Hari Kedua Bimteknas Pejabat Publik PKS 2025 Hadirkan Menteri dan Akademisi Terkemuka

PKS Gelar Bimteknas, Hadirkan Menkeu hingga Kepala BGN Jadi Pemateri

KabarIndonesia.id — Bimbingan Teknis Nasional (Bimteknas) Pejabat Publik PKS 2025 memasuki hari kedua, menampilkan deretan narasumber dari kalangan akademisi dan pemerintahan. Ribuan anggota legislatif serta kepala daerah dari PKS mengikuti acara ini, yang menjadi wadah penguatan kapasitas pejabat publik dalam menghadirkan pelayanan inovatif dan pro-rakyat.
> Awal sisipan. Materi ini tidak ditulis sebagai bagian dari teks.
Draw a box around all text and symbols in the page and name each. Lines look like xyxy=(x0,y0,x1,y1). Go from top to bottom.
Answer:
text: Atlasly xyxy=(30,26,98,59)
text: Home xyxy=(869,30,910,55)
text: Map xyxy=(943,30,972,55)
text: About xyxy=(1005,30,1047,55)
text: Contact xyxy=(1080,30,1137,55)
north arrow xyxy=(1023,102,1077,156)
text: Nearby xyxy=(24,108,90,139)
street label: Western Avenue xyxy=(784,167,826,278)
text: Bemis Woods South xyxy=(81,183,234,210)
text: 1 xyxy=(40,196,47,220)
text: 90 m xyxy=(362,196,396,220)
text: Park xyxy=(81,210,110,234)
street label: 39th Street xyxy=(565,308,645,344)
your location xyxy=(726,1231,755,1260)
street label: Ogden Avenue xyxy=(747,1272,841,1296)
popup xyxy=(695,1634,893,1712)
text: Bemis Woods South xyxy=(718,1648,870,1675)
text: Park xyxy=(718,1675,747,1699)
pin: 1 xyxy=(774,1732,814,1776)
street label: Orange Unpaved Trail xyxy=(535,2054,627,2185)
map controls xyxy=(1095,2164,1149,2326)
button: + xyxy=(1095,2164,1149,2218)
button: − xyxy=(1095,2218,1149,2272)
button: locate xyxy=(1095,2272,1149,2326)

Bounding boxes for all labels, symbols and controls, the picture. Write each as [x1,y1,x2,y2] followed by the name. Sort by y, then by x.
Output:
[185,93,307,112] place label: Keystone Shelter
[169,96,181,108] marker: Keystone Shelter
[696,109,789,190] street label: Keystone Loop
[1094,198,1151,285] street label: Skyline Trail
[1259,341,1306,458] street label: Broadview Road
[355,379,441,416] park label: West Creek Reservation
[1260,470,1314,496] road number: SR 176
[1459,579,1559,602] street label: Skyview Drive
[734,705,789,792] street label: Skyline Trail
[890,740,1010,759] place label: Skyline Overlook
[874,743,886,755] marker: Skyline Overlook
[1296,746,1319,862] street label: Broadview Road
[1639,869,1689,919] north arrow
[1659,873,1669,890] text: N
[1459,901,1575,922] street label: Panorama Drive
Di antara narasumber yang hadir adalah Guru Besar Kebijakan Publik Universitas Indonesia, Prof. Eko Prasojo; Menteri Ketenagakerjaan, Prof. Yassierli; Menteri Koperasi, Ferry Juliantono; Kepala Badan Gizi Nasional, Dadan Hindayana; serta Menteri Transmigrasi, Iftitah Sulaiman.

Kekuatan Sistem dan Institusi

Dalam pemaparannya, Prof. Eko Prasojo menekankan empat faktor kunci untuk mendorong pertumbuhan daerah, yaitu sumber daya alam, sumber daya manusia, kekuatan sistem dan institusi, serta nilai budaya. “Kita memiliki semuanya, tetapi masih lemah di sistem dan institusi,” ujarnya, Selasa (4/11/2025). Ia mengajak para pejabat publik PKS untuk memperkuat tata kelola pemerintahan serta membangun budaya birokrasi yang efisien, akuntabel, dan berorientasi pada pelayanan publik.

Implementasi Adaptif dan Inovatif

Menteri Ketenagakerjaan, Prof. Yassierli, menyoroti pentingnya sinergi antara kebijakan pusat dengan pelaksanaan di daerah. “Ketika kebijakan pusat diimplementasikan secara adaptif dan inovatif di daerah, manfaatnya akan langsung dirasakan masyarakat, khususnya pencari kerja dan pelaku industri lokal,” ujarnya. Ia menutup sesi dengan ajakan kepada seluruh pejabat publik PKS untuk menjadi bagian dari ekosistem pembangunan tenaga kerja yang unggul, berdaya saing, dan berkeadilan sosial.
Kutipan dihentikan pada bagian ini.